You are asked to repeat the listing word for word and to leave out its pictures.

Segment Start: Information

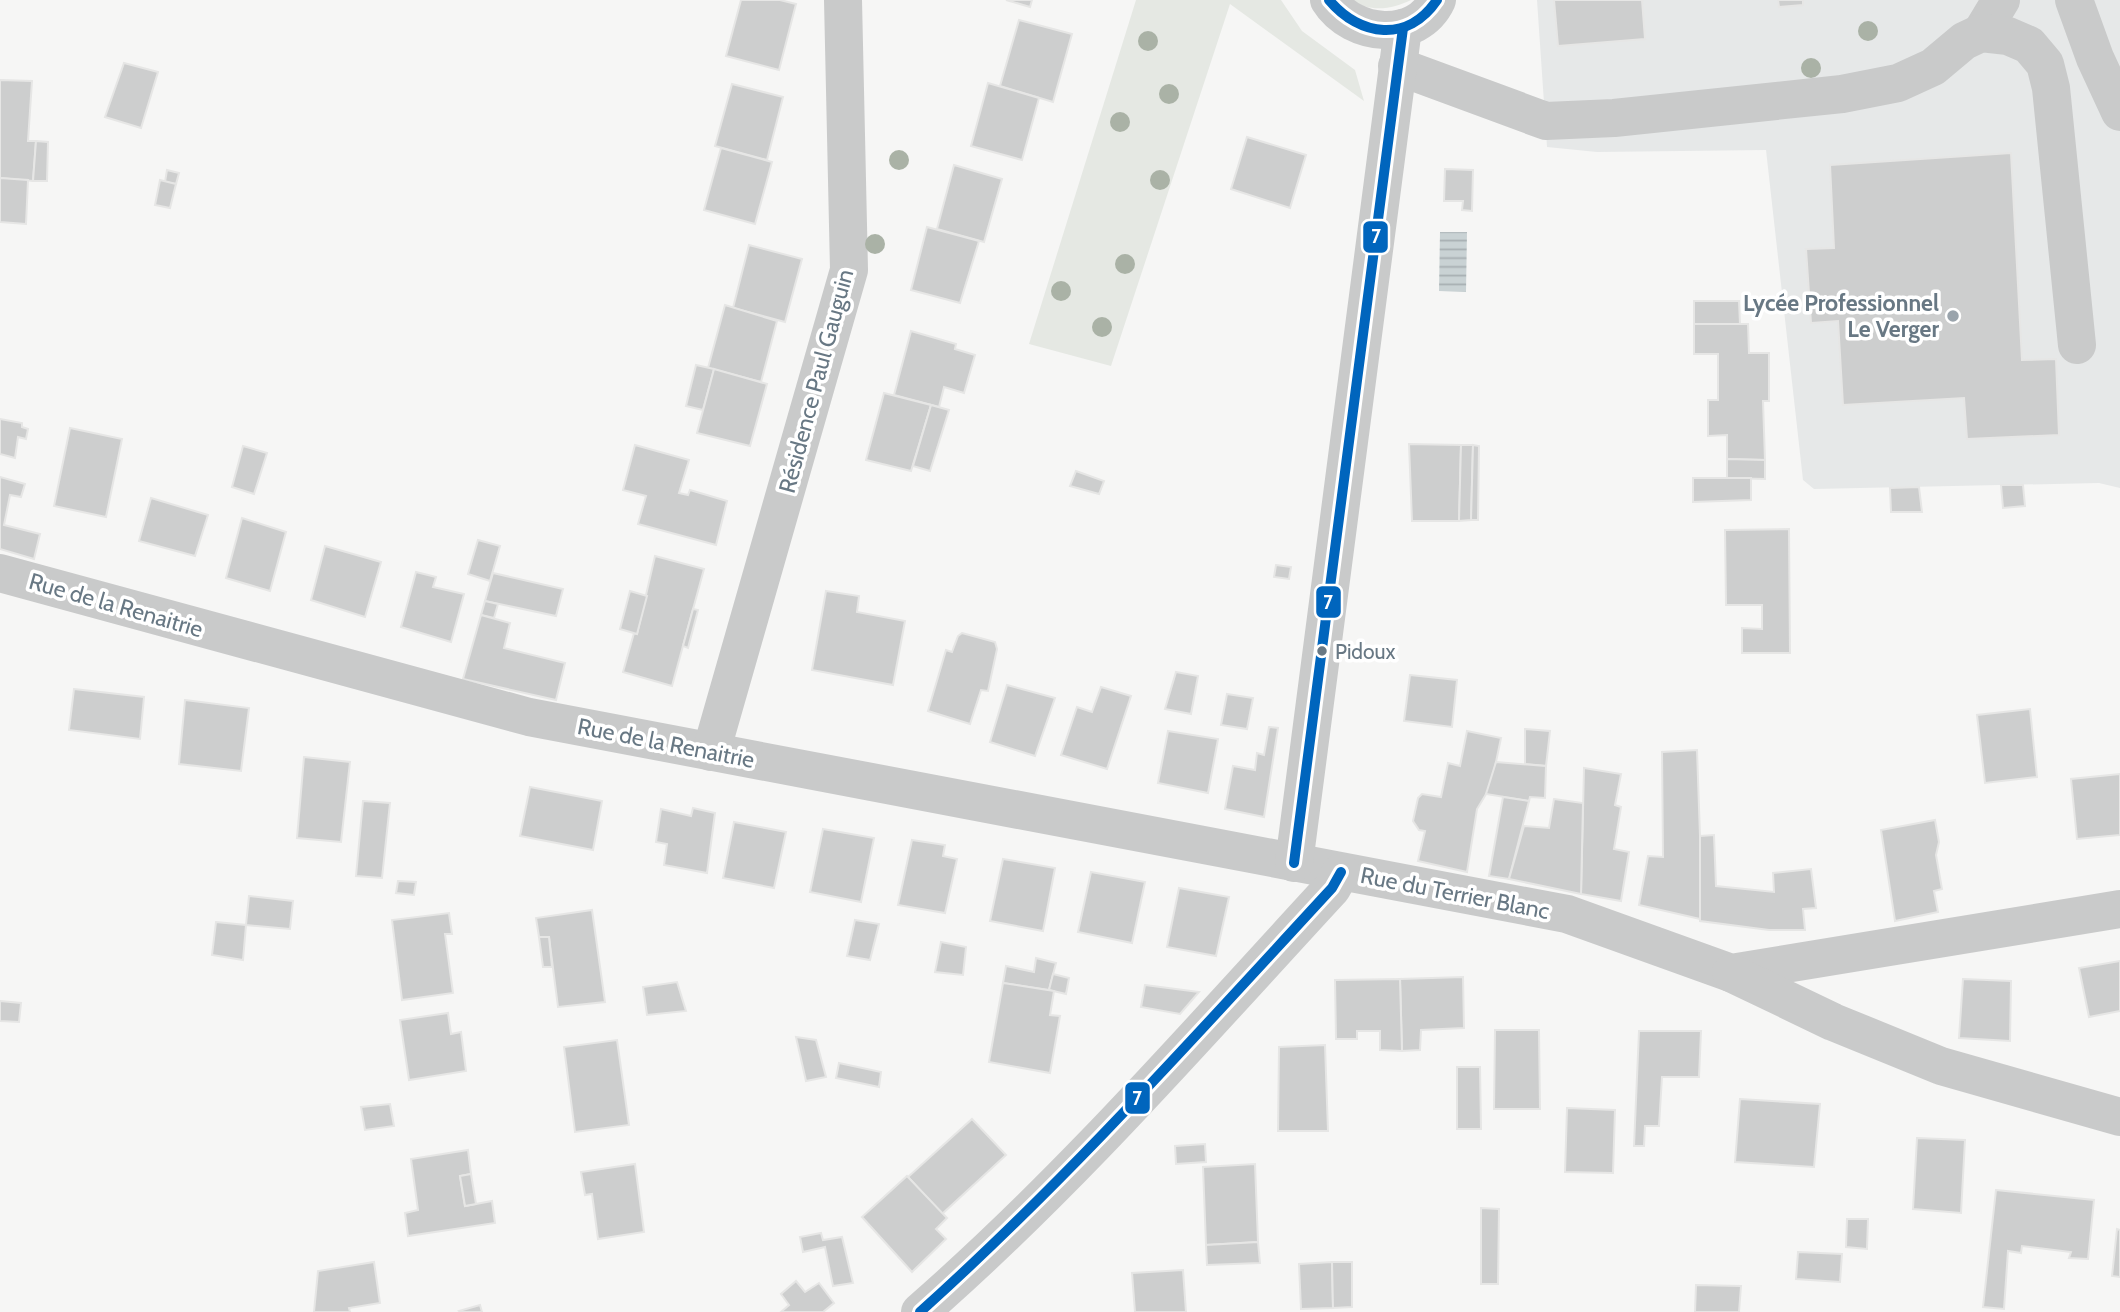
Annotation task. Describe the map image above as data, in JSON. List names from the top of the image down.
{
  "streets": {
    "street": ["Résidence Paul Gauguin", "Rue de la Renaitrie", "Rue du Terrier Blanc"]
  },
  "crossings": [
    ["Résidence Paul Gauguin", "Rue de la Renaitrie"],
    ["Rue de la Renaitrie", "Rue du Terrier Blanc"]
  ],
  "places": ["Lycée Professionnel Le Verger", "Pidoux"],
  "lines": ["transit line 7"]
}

Segment End: Information

■ Task answer
Annotation task. Describe the map image above as data, in JSON. List names from the top of the image down.
{
  "streets": {
    "street": ["Résidence Paul Gauguin", "Rue de la Renaitrie", "Rue du Terrier Blanc"]
  },
  "crossings": [
    ["Résidence Paul Gauguin", "Rue de la Renaitrie"],
    ["Rue de la Renaitrie", "Rue du Terrier Blanc"]
  ],
  "places": ["Lycée Professionnel Le Verger", "Pidoux"],
  "lines": ["transit line 7"]
}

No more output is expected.